On June 23, 2022, the Michigan Court of Appeals ruled that an arbitration agreement contained in a personnel manual was not enforceable because the associated disclaimer indicated that the manual did not create a “contract of employment.” This decision is a reminder that employers should use free-standing agreements related to certain employee obligations (e.g., arbitration, non-competition, confidentiality), to maintain their enforceability.
Two former employees of Catholic Charities of Shiawassee and Genesee Counties (“Catholic Charities”) sued the organization and their supervisor, alleging race-based employment discrimination and retaliation. The trial court dismissed, finding that the parties had entered into binding arbitration agreements.
The Catholic Charities personnel policy manual contained an arbitration “agreement,” signed by both plaintiffs, which stated an intent to arbitrate employment-related claims and specified the rules and procedures that would apply. The provisions outlining the arbitration procedure included a disclaimer, providing that “[t]he provisions of this arbitration procedure does [sic] not create any contract of employment, express or otherwise, and does not, in any way, alter the ‘at-will’ employment relationship between the parties.” Plaintiffs argued that the parties were not bound by their arbitration agreements because the disclaimer demonstrated that defendants did not intend to be bound. Defendants countered that the arbitration agreement was a separate agreement distinct from the rest of the policy manual.

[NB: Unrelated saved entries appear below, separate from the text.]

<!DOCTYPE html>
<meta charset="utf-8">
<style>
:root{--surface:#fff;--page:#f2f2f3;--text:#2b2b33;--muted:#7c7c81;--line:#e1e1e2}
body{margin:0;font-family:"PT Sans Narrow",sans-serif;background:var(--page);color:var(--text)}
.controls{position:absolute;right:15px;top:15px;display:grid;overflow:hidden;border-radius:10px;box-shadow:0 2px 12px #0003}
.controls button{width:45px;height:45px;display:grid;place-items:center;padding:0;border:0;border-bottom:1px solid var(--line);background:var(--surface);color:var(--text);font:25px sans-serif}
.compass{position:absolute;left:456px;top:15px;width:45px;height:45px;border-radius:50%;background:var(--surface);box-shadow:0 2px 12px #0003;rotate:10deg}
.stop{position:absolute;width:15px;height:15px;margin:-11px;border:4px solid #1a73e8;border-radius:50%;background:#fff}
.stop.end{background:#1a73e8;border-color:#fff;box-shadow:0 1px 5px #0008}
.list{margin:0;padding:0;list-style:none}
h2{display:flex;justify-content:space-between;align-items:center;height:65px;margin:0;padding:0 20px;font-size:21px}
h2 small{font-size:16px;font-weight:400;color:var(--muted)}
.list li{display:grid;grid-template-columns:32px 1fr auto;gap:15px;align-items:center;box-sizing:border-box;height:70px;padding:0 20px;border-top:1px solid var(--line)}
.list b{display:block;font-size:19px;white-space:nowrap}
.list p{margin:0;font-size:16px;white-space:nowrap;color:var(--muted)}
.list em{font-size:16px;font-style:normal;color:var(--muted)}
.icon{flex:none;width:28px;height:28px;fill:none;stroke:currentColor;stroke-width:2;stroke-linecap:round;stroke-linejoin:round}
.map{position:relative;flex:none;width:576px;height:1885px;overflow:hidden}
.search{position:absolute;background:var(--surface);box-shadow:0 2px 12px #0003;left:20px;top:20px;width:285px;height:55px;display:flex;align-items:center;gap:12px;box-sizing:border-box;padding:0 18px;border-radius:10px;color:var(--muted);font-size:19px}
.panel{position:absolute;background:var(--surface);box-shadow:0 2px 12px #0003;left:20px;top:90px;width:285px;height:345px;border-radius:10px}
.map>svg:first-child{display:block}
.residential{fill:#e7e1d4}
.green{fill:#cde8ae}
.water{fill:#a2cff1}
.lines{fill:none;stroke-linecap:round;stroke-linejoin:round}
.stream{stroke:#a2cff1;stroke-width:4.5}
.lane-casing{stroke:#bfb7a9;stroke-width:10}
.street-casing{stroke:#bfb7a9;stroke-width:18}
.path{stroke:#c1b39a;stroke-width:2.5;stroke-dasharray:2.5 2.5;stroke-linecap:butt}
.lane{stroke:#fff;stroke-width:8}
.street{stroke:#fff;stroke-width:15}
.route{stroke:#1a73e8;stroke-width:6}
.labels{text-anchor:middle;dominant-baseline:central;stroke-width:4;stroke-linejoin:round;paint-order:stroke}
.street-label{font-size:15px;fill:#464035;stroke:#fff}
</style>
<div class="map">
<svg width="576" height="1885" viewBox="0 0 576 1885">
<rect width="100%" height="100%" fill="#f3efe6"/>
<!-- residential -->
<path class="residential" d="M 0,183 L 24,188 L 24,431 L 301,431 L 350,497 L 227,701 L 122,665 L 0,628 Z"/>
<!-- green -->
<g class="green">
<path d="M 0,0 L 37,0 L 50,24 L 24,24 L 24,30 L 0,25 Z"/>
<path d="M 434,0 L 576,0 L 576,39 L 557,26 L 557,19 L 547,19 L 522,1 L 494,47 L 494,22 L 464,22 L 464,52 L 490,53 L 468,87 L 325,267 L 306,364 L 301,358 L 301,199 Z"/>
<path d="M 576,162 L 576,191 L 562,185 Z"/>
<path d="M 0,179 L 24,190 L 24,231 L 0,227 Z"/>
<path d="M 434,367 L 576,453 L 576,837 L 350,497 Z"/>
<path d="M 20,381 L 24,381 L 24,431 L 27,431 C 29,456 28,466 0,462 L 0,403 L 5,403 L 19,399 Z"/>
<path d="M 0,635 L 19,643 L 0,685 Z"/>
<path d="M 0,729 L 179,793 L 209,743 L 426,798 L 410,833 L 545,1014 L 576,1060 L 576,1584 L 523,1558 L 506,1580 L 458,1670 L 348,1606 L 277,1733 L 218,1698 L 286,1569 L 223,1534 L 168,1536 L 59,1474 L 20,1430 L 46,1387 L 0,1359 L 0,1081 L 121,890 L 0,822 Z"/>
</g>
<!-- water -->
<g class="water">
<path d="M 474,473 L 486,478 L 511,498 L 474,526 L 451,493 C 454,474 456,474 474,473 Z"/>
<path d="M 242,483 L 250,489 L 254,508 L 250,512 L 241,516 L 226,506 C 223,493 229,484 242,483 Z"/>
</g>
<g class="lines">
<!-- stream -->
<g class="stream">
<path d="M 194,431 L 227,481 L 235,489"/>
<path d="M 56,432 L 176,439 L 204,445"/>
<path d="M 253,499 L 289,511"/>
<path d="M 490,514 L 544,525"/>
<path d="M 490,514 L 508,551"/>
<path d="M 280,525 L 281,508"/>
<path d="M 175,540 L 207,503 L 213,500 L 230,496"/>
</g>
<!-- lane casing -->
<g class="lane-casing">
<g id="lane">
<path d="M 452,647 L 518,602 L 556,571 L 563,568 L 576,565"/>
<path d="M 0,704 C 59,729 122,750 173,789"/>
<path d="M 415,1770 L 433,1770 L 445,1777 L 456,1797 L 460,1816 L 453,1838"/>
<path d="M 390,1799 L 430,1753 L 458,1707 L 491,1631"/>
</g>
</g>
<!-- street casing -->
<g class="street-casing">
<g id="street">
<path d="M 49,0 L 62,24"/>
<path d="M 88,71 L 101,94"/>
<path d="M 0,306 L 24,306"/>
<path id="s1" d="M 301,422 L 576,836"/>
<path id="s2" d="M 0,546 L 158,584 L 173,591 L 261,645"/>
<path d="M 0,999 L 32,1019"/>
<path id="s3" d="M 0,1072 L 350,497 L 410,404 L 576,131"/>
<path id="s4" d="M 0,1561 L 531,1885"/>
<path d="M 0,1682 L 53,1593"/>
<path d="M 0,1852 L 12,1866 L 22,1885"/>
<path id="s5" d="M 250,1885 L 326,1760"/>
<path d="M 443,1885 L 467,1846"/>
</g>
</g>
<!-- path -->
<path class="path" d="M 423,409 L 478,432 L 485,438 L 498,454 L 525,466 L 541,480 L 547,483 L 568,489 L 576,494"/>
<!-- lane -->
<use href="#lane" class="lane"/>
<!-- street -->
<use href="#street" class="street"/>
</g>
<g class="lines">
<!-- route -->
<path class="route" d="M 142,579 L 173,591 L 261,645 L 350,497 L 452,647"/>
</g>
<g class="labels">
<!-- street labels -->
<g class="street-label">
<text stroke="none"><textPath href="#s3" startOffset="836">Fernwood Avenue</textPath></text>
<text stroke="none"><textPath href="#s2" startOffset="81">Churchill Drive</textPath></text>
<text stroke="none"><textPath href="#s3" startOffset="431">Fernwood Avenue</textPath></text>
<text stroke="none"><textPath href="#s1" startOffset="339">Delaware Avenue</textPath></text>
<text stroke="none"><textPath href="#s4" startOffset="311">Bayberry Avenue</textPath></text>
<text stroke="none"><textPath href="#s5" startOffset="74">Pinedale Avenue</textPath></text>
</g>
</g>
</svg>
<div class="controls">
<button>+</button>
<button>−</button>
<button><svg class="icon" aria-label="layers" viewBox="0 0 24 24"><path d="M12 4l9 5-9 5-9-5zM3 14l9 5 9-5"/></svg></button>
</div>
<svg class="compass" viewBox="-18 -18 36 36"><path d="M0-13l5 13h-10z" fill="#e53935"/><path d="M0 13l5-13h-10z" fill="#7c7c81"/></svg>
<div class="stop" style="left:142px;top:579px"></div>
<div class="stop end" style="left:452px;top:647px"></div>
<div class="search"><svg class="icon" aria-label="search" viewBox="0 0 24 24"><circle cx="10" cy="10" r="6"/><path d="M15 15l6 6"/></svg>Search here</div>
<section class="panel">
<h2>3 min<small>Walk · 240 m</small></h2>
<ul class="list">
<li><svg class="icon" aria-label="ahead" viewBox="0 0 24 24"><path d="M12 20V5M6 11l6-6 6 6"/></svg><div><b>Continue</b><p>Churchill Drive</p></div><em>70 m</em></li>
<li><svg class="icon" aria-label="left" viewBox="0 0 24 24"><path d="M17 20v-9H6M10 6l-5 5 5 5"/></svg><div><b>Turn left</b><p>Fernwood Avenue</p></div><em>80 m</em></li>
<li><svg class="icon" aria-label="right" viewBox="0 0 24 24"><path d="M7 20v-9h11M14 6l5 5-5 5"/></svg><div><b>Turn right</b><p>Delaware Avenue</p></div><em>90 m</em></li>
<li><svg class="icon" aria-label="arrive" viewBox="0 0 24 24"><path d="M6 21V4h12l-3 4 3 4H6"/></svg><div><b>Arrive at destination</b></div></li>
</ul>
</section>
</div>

The Court of Appeals emphasized that, under Michigan law, a relevant consideration in determining whether employees are bound by an employment manual’s arbitration provision is whether the manual contains a disclaimer expressing that its provisions do not form any contractual relationship. Analogizing these facts with one of its prior decisions, the Court of Appeals ruled that the disclaimer’s language providing that the manual did not create any “contract of employment,” was "a manifestation of defendants" intent not to be bound by the arbitration agreements.” The Court of Appeals reversed the trial court’s decision granting summary disposition.
While this unpublished decision does not signal a change under Michigan law, it is a cautionary reminder that merely including arbitration-related provisions in employee handbooks might not be sufficient. As in Catholic Charities, such “agreements” could be construed as non-binding policies or general communications, especially where the handbook contains the common disclaimer that it is not a binding contract.